Yes, my fallback if my intuition on a probability problem seems to fail me is always to code a quick simulation - so far, it's always taken on about a minute to code and run. That anyone bothered to write her a letter, even way back in the 70's, is mind-boggling.
Yeah it's remarkable isn't it? I suppose the thing about the Monty-Hall problem which makes it 'difficult' is that there is another agent with more information than you, who gives you a systematically 'biased' account of their information. (There's an element of 'deceitfulness' in other words.) An analogy: Suppose you had a coin which you knew was either 2/3 biased towards heads or 2/3 biased towards tails, and the bias is actually towards heads. Say there have been 100 coin tosses, and you don't know any of the outcomes but someone else ("Monty") knows them all. Then they can feed you 'biased information' by choosing a sample of the coin tosses in which most outcomes were tails. The analogous confusion would be to ignore this possibility and assume that Monty is 'honestly' telling you everything he knows.

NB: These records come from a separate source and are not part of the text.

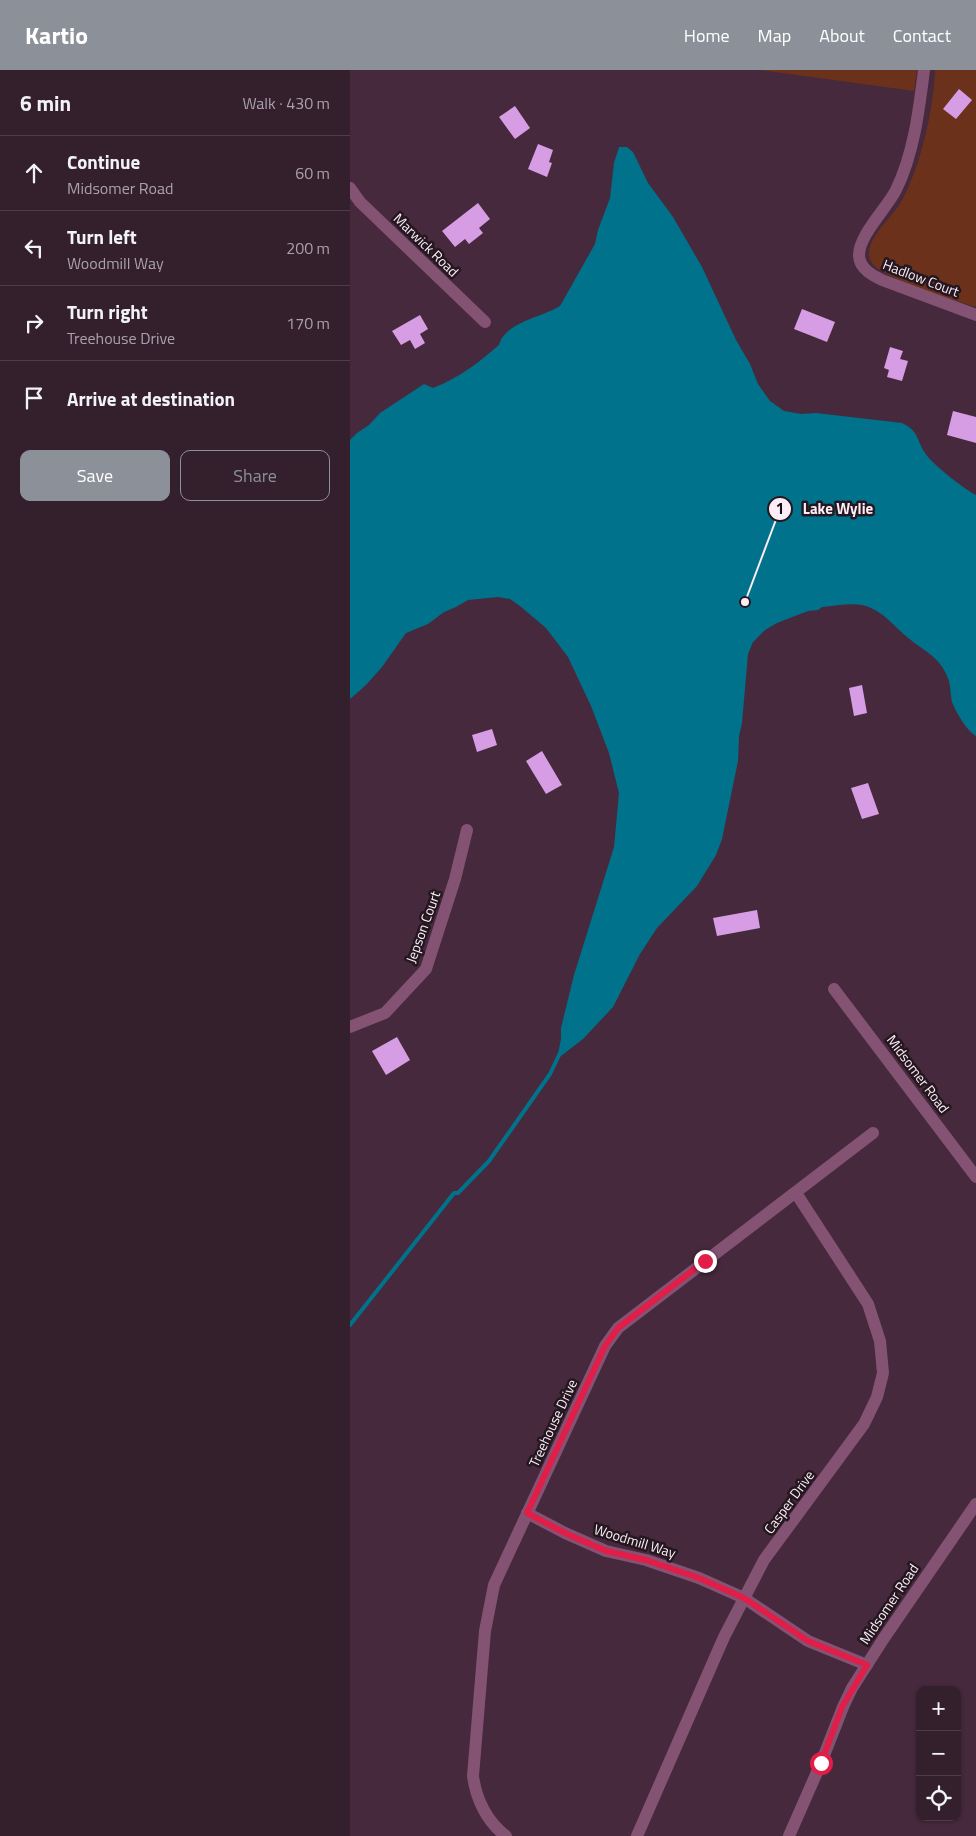 <!DOCTYPE html>
<html lang="en">
<head>
<meta charset="utf-8">
<style>
	body { margin:0; font-family:"Titillium Web",sans-serif; background:#3f2c39; color:#f1f3f6 }
	.controls { position:absolute; right:15px; bottom:15px; display:grid; overflow:hidden; border-radius:10px; box-shadow:0 1px 4px #0004 }
	.controls button { width:45px; height:45px; display:grid; place-items:center; padding:0; border:0; border-bottom:1px solid #4e3d49; background:#341f2d; color:#f1f3f6; font:25px sans-serif }
	.stop { position:absolute; width:15px; height:15px; margin:-11px; border:4px solid #e11d48; border-radius:50%; background:#fff }
	.stop.end { background:#e11d48; border-color:#fff; box-shadow:0 1px 5px #0008 }
	.list { margin:0; padding:0; list-style:none }
	h2 { display:flex; justify-content:space-between; align-items:center; height:65px; margin:0; padding:0 20px; font-size:21px }
	h2 small { font-size:16px; font-weight:400; color:#a9a2aa }
	.list li { display:grid; grid-template-columns:32px 1fr auto; gap:15px; align-items:center; box-sizing:border-box; height:75px; padding:0 20px; border-top:1px solid #4e3d49 }
	.list b { display:block; font-size:19px; white-space:nowrap }
	.list p { margin:0; font-size:16px; white-space:nowrap; color:#a9a2aa }
	.list em { font-size:16px; font-style:normal; color:#a9a2aa }
	.actions { display:flex; gap:10px; padding:15px 20px }
	.actions a { flex:1; padding:11px 0; border:1px solid #8c9099; border-radius:10px; text-align:center; font-size:18px; color:#8c9099 }
	.actions .main { background:#8c9099; color:#fff }
	.icon { flex:none; width:28px; height:28px; fill:none; stroke:currentColor; stroke-width:2; stroke-linecap:round; stroke-linejoin:round }
	.map { position:relative; flex:none; width:626px; height:1766px; overflow:hidden }
	header { display:flex; align-items:center; gap:30px; box-sizing:border-box; height:70px; padding:0 25px; background:#8c9099; color:#fff }
	header strong { font-size:24px }
	nav { display:flex; gap:28px; margin-inline-start:auto; font-size:18px }
	main { display:flex }
	aside { flex:1; background:#341f2d }
	.map>svg:first-child { display:block }
	.green { fill:#6c311b }
	.water { fill:#00728b }
	.lines { fill:none; stroke-linecap:round; stroke-linejoin:round }
	.stream { stroke:#00728b; stroke-width:4 }
	.building { fill:#d69de4 }
	.minor { stroke:#845374; stroke-width:12 }
	.route { stroke:#e11d48; stroke-width:6 }
	.labels { text-anchor:middle; stroke-width:5; stroke-linejoin:round; paint-order:stroke }
	.street-label { font-size:14px; fill:#fdedf7; stroke:#24171f }
	.leader { fill:none; stroke:#fdedf7; stroke-width:2 }
	.callout-dot { fill:#fdedf7; stroke:#24171f; stroke-width:2 }
	.mark-label { font-size:15px; text-anchor:middle; font-weight:bold; fill:#111 }
	.callout-label { font-size:15px; text-anchor:middle; font-weight:bold; fill:#fdedf7; stroke:#24171f; stroke-width:5; stroke-linejoin:round; paint-order:stroke }
</style>
</head>
<body>
<header>
<strong>Kartio</strong>
<nav><a>Home</a><a>Map</a><a>About</a><a>Contact</a></nav>
</header>
<main>
<aside>
<h2>6 min<small>Walk · 430 m</small></h2>
<ul class="list">
<li><svg class="icon" aria-label="ahead" viewBox="0 0 24 24"><path d="M12 20V5M6 11l6-6 6 6"/></svg><div><b>Continue</b><p>Midsomer Road</p></div><em>60 m</em></li>
<li><svg class="icon" aria-label="left" viewBox="0 0 24 24"><path d="M17 20v-9H6M10 6l-5 5 5 5"/></svg><div><b>Turn left</b><p>Woodmill Way</p></div><em>200 m</em></li>
<li><svg class="icon" aria-label="right" viewBox="0 0 24 24"><path d="M7 20v-9h11M14 6l5 5-5 5"/></svg><div><b>Turn right</b><p>Treehouse Drive</p></div><em>170 m</em></li>
<li><svg class="icon" aria-label="arrive" viewBox="0 0 24 24"><path d="M6 21V4h12l-3 4 3 4H6"/></svg><div><b>Arrive at destination</b></div></li>
</ul>
<div class="actions"><a class="main">Save</a><a>Share</a></div>
</aside>
<div class="map">
<svg width="626" height="1766" viewBox="0 0 626 1766">
	<rect width="100%" height="100%" fill="#46293c"/>
	<g class="green">
		<path d="M410,0h157l-3,21z"/>
		<path d="M585,0h41v237c-19,-6 -95,-29 -104,-44 -13,-19 21,-46 29,-61 19,-33 33,-94 34,-132z"/>
	</g>
	<path class="water" d="M269,77h8l6,5 15,31 25,34 29,50 34,73 14,24 8,20 12,17 14,10 17,3 15,-1 86,10c17,8 14,16 23,30 7,11 39,36 51,42v241c-10,-6 -20,-24 -24,-34 -2,-9 -1,-18 -5,-26 -8,-20 -25,-26 -40,-39 -12,-10 -21,-22 -36,-29 -14,-7 -33,-2 -49,-1l-4,3 -10,1 -31,12 -12,7 -12,12 -5,12 -6,69 -3,13 -1,25 -16,78 -6,16 -19,31 -40,42 -17,26 -27,53 -30,32 -26,20 4,-20v-11l13,-53 40,-128 5,-54 -10,-40 -18,-47 -23,-49 -22,-29 -26,-22 -10,-7 -12,-2 -30,3 -12,7 -12,5 -16,12 -22,9 -24,34 -16,18 -16,14v-259l7,-7 12,-8 11,-12 44,-29 9,4c26,-10 45,-25 66,-43 6,-23 44,-28 61,-39l35,-62 3,-14 12,-32 4,-35z"/>
	<g class="lines">
		<path class="stream" d="M0,1255l104,-132h4l31,-32 61,-87 10,-21"/>
	</g>
	<g class="building">
		<path d="M609,19l13,11 -16,19 -13,-10z"/>
		<path d="M165,36l15,22 -15,11 -16,-22z"/>
		<path d="M188,74l15,6 -4,12 3,1 -5,14 -19,-8z"/>
		<path d="M128,133l12,16 -11,9 4,5 -14,11 -4,-5 -10,8 -13,-16z"/>
		<path d="M452,239l33,13 -8,20 -33,-13z"/>
		<path d="M70,245l8,14 -8,5 5,9 -10,6 -5,-9 -9,5 -9,-14z"/>
		<path d="M540,277l13,4 -3,8 8,2 -6,20 -15,-4 2,-7 -5,-2z"/>
		<path d="M603,341l23,6v26l-29,-8z"/>
		<path d="M512,615l5,28 -13,3 -5,-28z"/>
		<path d="M142,659l5,16 -20,7 -5,-17z"/>
		<path d="M192,681l20,34 -16,9 -20,-33z"/>
		<path d="M518,713l11,31 -17,5 -11,-31z"/>
		<path d="M407,840l3,18 -43,8 -4,-18z"/>
		<path d="M47,967l13,23 -24,15 -14,-24z"/>
	</g>
	<g class="lines">
		<g class="minor">
			<path d="M574,0c-5,40 -10,83 -28,120 -9,18 -38,46 -37,66 1,13 13,19 23,24l94,35"/>
			<path d="M0,118l10,14 125,120"/>
			<path d="M484,919l142,188"/>
			<path d="M0,957l35,-14 41,-44 29,-90 12,-49"/>
			<path d="M177,1443l38,20 41,18 40,9 53,18 45,20 64,43 59,24"/>
			<path d="M156,1766c-19,-14 -30,-37 -33,-60l12,-145 9,-46 111,-239 13,-18 255,-195"/>
			<path d="M287,1766l87,-199 40,-77 100,-136 13,-27 6,-24 -3,-32 -12,-37 -72,-111"/>
			<path d="M439,1766l32,-73 22,-56 9,-19 32,-50 92,-134"/>
		</g>
	</g>
	<g class="lines">
		<path class="route" d="M355,1191l-87,67 -13,18 -78,167 38,20 41,18 40,9 53,18 45,20 64,43 59,24 -25,42 -21,56"/>
	</g>
	<g class="labels">
		<g class="street-label">
			<text transform="translate(76 175) rotate(44)" y="5">Marwick Road</text>
			<text transform="translate(571 208) rotate(21)" y="5">Hadlow Court</text>
			<text transform="translate(73 857) rotate(-70)" y="5">Jepson Court</text>
			<text transform="translate(568 1004) rotate(53)" y="5">Midsomer Road</text>
			<text transform="translate(203 1353) rotate(-65)" y="5">Treehouse Drive</text>
			<text transform="translate(439 1432) rotate(-54)" y="5">Casper Drive</text>
			<text transform="translate(285 1471) rotate(17)" y="5">Woodmill Way</text>
			<text transform="translate(539 1534) rotate(-56)" y="5">Midsomer Road</text>
		</g>
	</g>
	<path class="leader" d="M395 532L430 439"/>
	<g class="callout-dot">
		<circle cx="395" cy="532" r="5"/>
		<circle cx="430" cy="439" r="12"/>
	</g>
	<g class="mark-label">
		<text x="430" y="444">1</text>
	</g>
	<g class="callout-label">
		<text x="488" y="444">Lake Wylie</text>
	</g>
</svg>
<div class="controls">
<button>+</button>
<button>−</button>
<button><svg class="icon" aria-label="locate" viewBox="0 0 24 24"><circle cx="12" cy="12" r="6"/><path d="M12 2v4M12 18v4M2 12h4M18 12h4"/></svg></button>
</div>
<div class="stop" style="left:471px;top:1693px"></div>
<div class="stop end" style="left:355px;top:1191px"></div>
</div>
</main>
</body>
</html>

Expert confidence. I read vos Savants book with all the letters she got and like how the problem seems to really be a test for the mental clarity and politeness of the actors involved. Anyone knows of problems that get similarly violent reactions from experts?
From Wikipedia: The citation is from a letter from Monty himself, available online here. I'm not sure how the article you linked to is relevant. It does describe an instance of Monty Hall actually performing the experiment, but it was in his home, not on the show.
exactly as Robin said.
thomblake's remark was relevant too, though - from what I said, you might imagine that Monty Hall let people switch on the show. All the clarifications are relevant and good.
Yes, you might imagine that, and you'd probably be right. Thom's quote is evidence against that claim, but very weak.
Aaargh! And I had upvoted that, believing a random Internet comment over a reliable offline source! That's a little embarrassing. The article is awesome, by the way. Thanks!
See response here
You are making perfect sense; it’s me that is not. I had thought to clarify the issue for people that might still not “get it” after reading the article. Instead, I’ve only muddied the waters.